[Saved data entries]
----

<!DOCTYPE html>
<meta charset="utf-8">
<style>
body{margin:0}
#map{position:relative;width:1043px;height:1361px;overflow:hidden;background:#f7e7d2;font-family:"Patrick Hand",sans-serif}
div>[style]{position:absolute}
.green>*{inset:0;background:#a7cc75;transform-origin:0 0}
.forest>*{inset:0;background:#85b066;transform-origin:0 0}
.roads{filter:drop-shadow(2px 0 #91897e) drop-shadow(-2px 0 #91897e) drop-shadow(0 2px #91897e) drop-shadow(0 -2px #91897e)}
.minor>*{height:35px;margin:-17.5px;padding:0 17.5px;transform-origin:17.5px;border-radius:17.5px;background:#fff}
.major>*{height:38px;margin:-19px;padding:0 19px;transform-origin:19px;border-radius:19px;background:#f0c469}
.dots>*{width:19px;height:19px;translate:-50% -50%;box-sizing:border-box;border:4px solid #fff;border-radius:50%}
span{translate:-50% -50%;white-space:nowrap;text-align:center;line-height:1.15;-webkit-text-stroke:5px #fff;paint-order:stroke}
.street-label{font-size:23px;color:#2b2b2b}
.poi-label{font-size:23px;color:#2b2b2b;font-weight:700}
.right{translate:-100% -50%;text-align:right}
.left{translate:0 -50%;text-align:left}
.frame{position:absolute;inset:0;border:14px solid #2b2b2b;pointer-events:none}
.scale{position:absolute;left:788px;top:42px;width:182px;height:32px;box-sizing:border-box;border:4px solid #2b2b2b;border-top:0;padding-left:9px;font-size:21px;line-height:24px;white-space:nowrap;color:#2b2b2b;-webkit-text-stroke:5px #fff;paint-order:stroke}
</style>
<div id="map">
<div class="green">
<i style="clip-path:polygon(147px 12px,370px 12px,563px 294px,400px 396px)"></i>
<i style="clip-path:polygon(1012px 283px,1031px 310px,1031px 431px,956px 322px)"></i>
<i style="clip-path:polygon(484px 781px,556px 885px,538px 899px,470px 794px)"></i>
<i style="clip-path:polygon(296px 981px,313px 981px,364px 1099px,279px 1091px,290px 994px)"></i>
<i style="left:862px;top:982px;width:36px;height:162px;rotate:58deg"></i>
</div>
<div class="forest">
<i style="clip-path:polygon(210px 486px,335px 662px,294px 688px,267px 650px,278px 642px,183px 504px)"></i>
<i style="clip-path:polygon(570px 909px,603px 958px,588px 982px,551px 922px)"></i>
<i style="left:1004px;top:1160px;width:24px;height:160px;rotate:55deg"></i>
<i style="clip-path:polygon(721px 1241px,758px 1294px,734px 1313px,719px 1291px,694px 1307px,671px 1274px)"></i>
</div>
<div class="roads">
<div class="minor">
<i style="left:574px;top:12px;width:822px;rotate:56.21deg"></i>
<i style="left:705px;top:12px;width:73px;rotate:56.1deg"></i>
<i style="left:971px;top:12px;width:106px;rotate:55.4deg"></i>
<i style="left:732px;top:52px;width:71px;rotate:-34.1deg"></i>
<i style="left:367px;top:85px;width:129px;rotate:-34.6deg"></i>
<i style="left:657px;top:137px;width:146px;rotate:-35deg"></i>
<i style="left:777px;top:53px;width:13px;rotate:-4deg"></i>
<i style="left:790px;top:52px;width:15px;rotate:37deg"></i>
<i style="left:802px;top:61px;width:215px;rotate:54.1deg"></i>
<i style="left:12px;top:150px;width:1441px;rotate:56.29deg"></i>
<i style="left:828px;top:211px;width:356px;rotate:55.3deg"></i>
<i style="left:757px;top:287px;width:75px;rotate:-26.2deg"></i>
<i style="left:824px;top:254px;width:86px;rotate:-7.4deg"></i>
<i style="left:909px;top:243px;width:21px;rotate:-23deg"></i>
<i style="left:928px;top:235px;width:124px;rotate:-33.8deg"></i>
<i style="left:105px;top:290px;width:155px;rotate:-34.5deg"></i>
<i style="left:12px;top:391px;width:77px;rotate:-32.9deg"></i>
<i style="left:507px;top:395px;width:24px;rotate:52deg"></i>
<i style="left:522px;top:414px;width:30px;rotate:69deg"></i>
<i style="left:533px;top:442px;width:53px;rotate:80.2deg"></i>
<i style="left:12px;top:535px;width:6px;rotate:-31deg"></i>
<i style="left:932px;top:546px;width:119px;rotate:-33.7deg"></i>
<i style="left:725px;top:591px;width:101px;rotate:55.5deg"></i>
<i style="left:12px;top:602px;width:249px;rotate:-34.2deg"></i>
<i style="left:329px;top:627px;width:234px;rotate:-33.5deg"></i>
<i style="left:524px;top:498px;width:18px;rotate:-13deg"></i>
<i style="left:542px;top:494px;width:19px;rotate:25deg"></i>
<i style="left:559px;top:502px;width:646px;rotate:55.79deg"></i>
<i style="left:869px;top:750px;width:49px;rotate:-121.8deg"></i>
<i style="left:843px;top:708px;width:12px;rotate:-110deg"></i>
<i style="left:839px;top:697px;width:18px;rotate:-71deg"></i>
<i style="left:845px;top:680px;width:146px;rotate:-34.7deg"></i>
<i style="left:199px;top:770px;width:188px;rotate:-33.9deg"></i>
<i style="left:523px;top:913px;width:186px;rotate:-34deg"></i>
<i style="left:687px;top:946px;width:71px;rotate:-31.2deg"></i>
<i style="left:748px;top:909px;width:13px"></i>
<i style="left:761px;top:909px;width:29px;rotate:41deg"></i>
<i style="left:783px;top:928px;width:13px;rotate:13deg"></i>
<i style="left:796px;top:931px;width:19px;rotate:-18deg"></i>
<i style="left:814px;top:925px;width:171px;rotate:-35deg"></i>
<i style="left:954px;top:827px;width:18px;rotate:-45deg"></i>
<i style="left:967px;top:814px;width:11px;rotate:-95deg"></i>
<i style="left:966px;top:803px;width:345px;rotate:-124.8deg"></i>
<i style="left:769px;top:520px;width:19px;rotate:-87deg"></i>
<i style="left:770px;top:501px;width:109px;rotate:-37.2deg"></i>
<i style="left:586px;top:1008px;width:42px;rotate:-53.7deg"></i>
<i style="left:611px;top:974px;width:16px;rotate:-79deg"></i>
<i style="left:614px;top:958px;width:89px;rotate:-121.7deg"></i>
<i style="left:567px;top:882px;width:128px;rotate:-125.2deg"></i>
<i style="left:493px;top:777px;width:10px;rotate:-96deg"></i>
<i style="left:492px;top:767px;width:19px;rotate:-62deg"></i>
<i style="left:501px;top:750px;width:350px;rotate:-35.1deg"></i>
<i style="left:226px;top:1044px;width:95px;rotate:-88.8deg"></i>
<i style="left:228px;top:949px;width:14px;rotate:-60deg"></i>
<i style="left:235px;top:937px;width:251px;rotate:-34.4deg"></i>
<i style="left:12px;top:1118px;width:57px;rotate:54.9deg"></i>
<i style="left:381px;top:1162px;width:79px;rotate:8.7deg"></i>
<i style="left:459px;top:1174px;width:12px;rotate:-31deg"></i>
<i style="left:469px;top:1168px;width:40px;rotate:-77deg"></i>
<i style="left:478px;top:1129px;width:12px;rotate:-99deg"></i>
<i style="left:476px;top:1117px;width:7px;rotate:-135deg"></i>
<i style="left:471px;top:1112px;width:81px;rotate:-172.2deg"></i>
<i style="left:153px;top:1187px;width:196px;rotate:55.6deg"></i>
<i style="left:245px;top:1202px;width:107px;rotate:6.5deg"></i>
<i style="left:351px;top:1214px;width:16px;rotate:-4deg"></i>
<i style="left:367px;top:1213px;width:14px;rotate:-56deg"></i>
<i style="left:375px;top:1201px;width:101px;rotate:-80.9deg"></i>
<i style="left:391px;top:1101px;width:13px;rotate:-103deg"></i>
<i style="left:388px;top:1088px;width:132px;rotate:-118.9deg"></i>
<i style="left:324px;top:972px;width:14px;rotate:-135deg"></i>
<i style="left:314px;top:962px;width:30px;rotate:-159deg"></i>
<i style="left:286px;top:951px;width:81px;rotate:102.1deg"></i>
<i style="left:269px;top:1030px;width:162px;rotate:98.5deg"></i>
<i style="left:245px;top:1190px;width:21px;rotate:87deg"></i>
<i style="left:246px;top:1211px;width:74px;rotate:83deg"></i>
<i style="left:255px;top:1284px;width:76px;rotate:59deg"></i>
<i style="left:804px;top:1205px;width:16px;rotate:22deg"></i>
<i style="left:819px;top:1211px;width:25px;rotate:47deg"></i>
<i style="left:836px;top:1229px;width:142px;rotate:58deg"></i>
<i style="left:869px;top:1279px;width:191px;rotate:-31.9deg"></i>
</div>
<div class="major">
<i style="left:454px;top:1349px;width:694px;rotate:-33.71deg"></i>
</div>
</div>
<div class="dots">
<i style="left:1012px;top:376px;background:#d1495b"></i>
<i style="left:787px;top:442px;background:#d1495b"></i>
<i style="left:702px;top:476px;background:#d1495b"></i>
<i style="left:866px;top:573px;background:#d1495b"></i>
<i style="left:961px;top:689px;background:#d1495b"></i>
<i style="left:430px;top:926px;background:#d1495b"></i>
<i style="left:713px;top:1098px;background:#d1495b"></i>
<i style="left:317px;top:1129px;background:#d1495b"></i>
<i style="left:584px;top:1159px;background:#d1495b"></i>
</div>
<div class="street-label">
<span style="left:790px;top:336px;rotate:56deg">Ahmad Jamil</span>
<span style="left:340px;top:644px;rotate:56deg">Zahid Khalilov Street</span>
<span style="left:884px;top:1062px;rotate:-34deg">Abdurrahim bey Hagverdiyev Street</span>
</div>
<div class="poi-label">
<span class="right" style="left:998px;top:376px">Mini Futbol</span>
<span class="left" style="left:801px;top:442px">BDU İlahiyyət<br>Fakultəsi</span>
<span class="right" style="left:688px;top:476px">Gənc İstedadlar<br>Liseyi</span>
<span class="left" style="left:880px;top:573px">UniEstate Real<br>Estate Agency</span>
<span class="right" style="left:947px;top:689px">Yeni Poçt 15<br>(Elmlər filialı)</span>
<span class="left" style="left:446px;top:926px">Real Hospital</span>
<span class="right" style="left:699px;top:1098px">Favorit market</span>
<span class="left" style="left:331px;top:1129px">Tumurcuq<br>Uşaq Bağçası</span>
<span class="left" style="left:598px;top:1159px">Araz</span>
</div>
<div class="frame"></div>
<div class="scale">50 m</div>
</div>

----

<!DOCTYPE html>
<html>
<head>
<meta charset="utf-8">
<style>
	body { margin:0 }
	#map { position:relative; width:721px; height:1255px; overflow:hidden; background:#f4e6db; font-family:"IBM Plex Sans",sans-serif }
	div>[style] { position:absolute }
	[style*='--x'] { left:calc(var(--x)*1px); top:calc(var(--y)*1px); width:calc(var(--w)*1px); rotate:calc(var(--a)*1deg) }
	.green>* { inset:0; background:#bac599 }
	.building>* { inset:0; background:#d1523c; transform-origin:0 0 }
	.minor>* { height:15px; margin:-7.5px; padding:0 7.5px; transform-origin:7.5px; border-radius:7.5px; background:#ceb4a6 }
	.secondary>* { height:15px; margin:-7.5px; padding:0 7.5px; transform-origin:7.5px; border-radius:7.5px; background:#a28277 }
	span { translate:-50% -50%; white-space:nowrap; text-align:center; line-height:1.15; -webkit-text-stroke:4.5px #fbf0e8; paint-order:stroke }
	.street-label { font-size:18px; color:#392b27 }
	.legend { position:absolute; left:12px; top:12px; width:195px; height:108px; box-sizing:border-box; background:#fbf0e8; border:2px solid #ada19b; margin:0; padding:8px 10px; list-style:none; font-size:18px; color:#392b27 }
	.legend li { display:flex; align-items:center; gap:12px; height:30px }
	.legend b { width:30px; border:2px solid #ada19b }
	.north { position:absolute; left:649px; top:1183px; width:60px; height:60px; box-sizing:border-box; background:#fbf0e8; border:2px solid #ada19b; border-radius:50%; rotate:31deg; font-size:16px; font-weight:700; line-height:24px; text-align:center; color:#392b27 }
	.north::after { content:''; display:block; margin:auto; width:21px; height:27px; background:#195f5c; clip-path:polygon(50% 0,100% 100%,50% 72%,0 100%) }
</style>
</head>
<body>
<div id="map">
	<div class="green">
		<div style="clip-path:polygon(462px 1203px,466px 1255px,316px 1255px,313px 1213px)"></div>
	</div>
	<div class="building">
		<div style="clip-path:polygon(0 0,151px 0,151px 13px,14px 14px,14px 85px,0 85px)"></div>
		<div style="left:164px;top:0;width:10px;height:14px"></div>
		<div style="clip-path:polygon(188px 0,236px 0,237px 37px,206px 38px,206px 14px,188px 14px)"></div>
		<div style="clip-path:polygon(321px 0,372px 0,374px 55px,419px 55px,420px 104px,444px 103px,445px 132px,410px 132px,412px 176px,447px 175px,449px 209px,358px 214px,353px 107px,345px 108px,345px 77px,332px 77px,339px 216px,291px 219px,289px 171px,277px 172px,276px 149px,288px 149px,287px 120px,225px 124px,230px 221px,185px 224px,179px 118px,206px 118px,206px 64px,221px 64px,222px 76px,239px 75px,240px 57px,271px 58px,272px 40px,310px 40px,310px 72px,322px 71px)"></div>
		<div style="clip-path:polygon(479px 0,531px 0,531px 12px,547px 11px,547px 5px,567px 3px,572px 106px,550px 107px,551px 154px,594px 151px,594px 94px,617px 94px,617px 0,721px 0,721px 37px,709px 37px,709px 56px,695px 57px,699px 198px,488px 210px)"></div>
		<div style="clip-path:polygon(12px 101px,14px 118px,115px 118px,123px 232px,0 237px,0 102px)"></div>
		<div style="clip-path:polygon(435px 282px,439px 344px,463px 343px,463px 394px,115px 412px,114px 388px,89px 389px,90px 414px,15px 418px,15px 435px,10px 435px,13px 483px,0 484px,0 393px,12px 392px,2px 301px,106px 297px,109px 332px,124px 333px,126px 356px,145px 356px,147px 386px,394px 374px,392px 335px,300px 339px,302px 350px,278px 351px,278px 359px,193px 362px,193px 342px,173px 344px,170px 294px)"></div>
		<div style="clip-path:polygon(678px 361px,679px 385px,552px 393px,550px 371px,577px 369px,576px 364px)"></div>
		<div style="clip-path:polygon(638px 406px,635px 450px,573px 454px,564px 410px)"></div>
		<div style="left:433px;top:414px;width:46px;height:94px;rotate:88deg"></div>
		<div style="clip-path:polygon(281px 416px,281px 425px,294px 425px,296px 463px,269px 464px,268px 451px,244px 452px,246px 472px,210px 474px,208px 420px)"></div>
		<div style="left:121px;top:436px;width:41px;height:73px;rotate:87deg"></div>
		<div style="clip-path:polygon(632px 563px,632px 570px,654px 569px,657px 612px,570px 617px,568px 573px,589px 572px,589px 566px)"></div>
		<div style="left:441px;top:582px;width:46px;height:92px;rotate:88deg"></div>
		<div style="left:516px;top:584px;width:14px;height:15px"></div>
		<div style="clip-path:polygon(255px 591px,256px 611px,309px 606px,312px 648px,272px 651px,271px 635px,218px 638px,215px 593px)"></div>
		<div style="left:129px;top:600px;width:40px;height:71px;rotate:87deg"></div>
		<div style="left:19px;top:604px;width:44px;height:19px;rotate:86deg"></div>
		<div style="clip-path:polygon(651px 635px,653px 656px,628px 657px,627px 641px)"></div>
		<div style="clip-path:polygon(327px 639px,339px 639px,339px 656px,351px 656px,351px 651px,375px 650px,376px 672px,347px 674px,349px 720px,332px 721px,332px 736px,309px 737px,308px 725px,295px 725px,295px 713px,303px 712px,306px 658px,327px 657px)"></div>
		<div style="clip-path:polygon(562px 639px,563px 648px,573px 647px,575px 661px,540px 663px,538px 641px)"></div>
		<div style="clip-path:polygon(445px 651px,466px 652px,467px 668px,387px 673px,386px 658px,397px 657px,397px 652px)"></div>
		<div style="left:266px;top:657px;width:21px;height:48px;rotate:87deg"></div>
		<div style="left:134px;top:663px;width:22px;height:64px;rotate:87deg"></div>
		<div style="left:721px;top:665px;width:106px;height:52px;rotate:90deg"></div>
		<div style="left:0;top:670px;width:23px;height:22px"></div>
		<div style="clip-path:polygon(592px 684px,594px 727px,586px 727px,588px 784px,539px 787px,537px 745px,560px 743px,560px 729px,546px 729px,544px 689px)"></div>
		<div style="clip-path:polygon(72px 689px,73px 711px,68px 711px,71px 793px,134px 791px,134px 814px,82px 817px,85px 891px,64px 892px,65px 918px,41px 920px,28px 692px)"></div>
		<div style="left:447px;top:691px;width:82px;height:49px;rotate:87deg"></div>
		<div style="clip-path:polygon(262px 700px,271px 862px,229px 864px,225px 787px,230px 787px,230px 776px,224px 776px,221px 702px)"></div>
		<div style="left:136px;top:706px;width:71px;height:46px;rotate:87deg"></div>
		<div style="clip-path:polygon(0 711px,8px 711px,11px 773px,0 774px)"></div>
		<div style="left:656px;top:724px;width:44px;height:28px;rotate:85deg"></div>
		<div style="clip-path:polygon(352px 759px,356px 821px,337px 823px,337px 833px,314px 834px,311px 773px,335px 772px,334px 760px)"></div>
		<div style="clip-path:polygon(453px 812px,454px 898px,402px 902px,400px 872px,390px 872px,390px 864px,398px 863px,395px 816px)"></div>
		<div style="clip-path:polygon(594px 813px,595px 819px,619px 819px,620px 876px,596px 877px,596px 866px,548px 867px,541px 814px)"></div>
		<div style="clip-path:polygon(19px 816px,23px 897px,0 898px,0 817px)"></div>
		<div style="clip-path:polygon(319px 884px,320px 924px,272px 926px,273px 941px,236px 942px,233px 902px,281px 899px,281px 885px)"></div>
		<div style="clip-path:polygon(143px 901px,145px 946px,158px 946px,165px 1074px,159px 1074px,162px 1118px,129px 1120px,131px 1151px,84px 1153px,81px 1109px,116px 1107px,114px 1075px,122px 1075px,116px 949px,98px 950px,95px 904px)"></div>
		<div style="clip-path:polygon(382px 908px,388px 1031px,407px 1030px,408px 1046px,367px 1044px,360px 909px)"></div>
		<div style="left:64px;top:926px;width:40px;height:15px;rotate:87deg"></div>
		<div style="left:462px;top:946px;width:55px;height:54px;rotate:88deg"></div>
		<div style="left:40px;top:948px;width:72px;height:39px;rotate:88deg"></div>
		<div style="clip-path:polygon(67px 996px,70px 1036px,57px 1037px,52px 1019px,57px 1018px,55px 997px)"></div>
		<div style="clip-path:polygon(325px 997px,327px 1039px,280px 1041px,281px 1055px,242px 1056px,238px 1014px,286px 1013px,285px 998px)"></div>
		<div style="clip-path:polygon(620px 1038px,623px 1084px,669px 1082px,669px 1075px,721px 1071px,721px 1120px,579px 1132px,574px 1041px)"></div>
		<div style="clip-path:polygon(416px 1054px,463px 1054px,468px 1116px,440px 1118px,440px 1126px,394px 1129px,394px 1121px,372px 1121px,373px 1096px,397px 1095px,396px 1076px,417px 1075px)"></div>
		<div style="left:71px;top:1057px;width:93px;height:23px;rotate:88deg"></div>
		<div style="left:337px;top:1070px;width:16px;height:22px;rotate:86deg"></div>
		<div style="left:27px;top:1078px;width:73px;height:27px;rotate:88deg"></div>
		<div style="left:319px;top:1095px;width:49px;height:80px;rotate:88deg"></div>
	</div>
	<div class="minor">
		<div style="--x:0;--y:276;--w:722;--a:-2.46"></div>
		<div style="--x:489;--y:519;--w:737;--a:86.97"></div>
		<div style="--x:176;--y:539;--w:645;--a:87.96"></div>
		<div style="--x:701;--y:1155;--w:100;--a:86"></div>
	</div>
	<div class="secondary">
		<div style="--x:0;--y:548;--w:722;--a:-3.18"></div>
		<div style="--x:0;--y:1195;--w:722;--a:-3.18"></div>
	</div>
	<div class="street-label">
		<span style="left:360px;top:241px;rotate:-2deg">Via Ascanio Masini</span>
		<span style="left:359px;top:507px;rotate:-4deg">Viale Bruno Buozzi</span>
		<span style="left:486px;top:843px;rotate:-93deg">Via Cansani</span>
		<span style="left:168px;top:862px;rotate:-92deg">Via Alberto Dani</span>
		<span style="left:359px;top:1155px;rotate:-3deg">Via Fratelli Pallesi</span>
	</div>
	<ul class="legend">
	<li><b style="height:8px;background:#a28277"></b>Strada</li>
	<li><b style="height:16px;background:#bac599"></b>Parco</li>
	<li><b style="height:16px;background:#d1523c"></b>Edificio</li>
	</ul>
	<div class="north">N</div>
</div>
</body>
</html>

----

**TASK TO CARRY OUT**: All that is wanted is the stretch of lines above from the one containing "inset:0; background:#d1523c; transform-origin:0" through the one containing "translate:-50% -50%; white-space:nowrap;", duplicated exactly.

**EXPECTED OUTPUT**:
	.building>* { inset:0; background:#d1523c; transform-origin:0 0 }
	.minor>* { height:15px; margin:-7.5px; padding:0 7.5px; transform-origin:7.5px; border-radius:7.5px; background:#ceb4a6 }
	.secondary>* { height:15px; margin:-7.5px; padding:0 7.5px; transform-origin:7.5px; border-radius:7.5px; background:#a28277 }
	span { translate:-50% -50%; white-space:nowrap; text-align:center; line-height:1.15; -webkit-text-stroke:4.5px #fbf0e8; paint-order:stroke }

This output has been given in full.